Open silviodonato opened 1 year ago
A new Issue was created by @silviodonato Silvio Donato.
@Dr15Jones, @perrotta, @dpiparo, @rappoccio, @makortel, @smuzaffar can you please review it and eventually sign/assign? Thanks.
cms-bot commands are listed here
Note: the release is 13_0_5_patch1
assign hlt, reconstruction, heterogeneous
New categories assigned: heterogeneous,hlt,reconstruction
@mandrenguyen,@missirol,@fwyzard,@clacaputo,@makortel,@Martin-Grunewald you have been requested to review this Pull request/Issue and eventually sign? Thanks
if one removes process.hltSiPixelDigis.cuda
how the rest of the pixel workflow is supposed to run on GPU?

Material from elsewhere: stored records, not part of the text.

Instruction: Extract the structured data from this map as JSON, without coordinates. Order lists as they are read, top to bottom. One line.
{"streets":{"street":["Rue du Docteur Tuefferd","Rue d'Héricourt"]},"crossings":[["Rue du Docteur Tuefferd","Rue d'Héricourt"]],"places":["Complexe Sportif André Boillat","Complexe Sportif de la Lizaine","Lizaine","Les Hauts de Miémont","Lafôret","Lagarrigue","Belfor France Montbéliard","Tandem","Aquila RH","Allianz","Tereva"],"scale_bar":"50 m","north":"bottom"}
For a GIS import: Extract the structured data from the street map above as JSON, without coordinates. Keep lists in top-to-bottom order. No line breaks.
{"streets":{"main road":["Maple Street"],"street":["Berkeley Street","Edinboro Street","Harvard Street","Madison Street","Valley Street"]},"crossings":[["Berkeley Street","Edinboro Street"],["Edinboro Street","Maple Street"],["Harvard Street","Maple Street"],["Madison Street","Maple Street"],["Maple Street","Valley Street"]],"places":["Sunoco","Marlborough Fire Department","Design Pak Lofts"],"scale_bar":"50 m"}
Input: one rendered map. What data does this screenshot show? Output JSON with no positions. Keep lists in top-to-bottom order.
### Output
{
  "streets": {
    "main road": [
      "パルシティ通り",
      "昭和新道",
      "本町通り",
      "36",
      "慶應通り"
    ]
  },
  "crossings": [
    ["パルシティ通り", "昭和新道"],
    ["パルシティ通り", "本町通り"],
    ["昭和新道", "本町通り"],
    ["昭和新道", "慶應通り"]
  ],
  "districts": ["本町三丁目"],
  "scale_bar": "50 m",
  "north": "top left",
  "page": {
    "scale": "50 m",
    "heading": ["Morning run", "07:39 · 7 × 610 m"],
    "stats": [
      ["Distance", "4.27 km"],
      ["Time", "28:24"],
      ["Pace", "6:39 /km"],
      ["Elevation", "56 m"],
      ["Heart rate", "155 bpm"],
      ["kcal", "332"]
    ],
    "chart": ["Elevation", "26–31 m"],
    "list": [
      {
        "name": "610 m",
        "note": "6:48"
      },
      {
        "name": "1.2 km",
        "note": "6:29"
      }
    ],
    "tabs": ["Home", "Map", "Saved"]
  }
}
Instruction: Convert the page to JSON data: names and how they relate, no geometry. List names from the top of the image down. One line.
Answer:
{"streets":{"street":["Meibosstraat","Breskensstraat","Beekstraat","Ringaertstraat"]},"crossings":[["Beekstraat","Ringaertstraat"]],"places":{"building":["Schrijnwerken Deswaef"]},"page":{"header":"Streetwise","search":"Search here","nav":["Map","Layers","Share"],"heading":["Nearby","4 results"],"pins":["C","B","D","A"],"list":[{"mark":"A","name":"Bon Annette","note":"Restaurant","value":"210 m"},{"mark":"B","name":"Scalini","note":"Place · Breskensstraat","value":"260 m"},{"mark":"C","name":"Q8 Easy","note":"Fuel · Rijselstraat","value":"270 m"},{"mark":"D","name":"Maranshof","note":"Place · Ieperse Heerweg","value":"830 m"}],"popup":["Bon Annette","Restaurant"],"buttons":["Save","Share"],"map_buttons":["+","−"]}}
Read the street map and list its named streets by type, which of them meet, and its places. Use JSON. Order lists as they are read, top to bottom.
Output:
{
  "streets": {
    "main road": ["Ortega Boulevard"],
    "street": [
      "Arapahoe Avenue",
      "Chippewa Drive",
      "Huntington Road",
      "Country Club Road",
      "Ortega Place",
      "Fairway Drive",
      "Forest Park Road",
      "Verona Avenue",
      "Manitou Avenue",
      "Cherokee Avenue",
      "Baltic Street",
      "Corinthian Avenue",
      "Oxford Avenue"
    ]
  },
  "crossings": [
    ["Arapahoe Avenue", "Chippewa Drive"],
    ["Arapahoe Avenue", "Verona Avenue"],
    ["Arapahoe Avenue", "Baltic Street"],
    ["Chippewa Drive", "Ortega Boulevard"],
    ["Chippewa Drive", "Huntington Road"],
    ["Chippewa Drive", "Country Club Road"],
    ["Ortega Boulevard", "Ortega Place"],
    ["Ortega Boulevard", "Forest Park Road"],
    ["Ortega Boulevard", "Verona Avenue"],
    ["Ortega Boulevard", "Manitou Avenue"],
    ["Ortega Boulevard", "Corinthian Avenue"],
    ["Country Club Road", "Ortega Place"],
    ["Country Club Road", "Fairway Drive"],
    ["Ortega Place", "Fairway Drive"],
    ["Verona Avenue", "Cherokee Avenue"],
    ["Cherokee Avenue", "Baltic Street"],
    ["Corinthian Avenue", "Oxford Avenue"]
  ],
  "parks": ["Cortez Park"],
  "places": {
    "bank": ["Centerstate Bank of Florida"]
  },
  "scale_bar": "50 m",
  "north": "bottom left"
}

Yes, indeed I wanted to say that you get different results even if you run everything on CPU except process.hltSiPixelDigis
on GPU vs everything on CPU.
Yes, indeed I wanted to say that you get different results even if you run everything on CPU except process.hltSiPixelDigis on GPU vs everything on CPU.
That's very very stange. unpaker is supposed to be identical. Nothing can be different (unless the cabiing map is wrong on GPU)
Hello Silvio, Thank you for reporting this. While electron HLT paths are affected, it looks like the real issue is somewhere upstream. Let me tag EGM HLT convenors @RSalvatico and @ravindkv and EGM Reco convenors @sameasy and @Prasant1993, who can follow it up.
Hello,
running on CPU and on GPU the pixel local sequence, I noticed that DetIdedmEDCollection_hltSiPixelDigis__HLTX.
(edm::EDCollection<DetId> "hltSiPixelDigis"
) is different.
(CPU)
root [1] Events->Scan("DetIdedmEDCollection_hltSiPixelDigis__HLTX.obj.size()")
************************
* Row * DetIdedmE *
************************
* 0 * 0 *
************************
vs (GPU)
root [1] Events->Scan("DetIdedmEDCollection_hltSiPixelDigis__HLTX.obj.size()")
************************
* Row * DetIdedmE *
************************
* 0 * 2 *
************************
not sure if this can be the cause of the large difference that appears in hltEgammaElectronPixelSeeds
:
recoElectronSeeds_hltEgammaElectronPixelSeeds__HLTX.@obj.size()
is 4 on CPU and 36 on GPU.
ping @cms-sw/trk-dpg-l2
UserErrorList = cms.vint32(40)
vs
UserErrorList = cms.vint32()
?
But those are "user" errors. Should not affect reco (still better to make the two config consistent....)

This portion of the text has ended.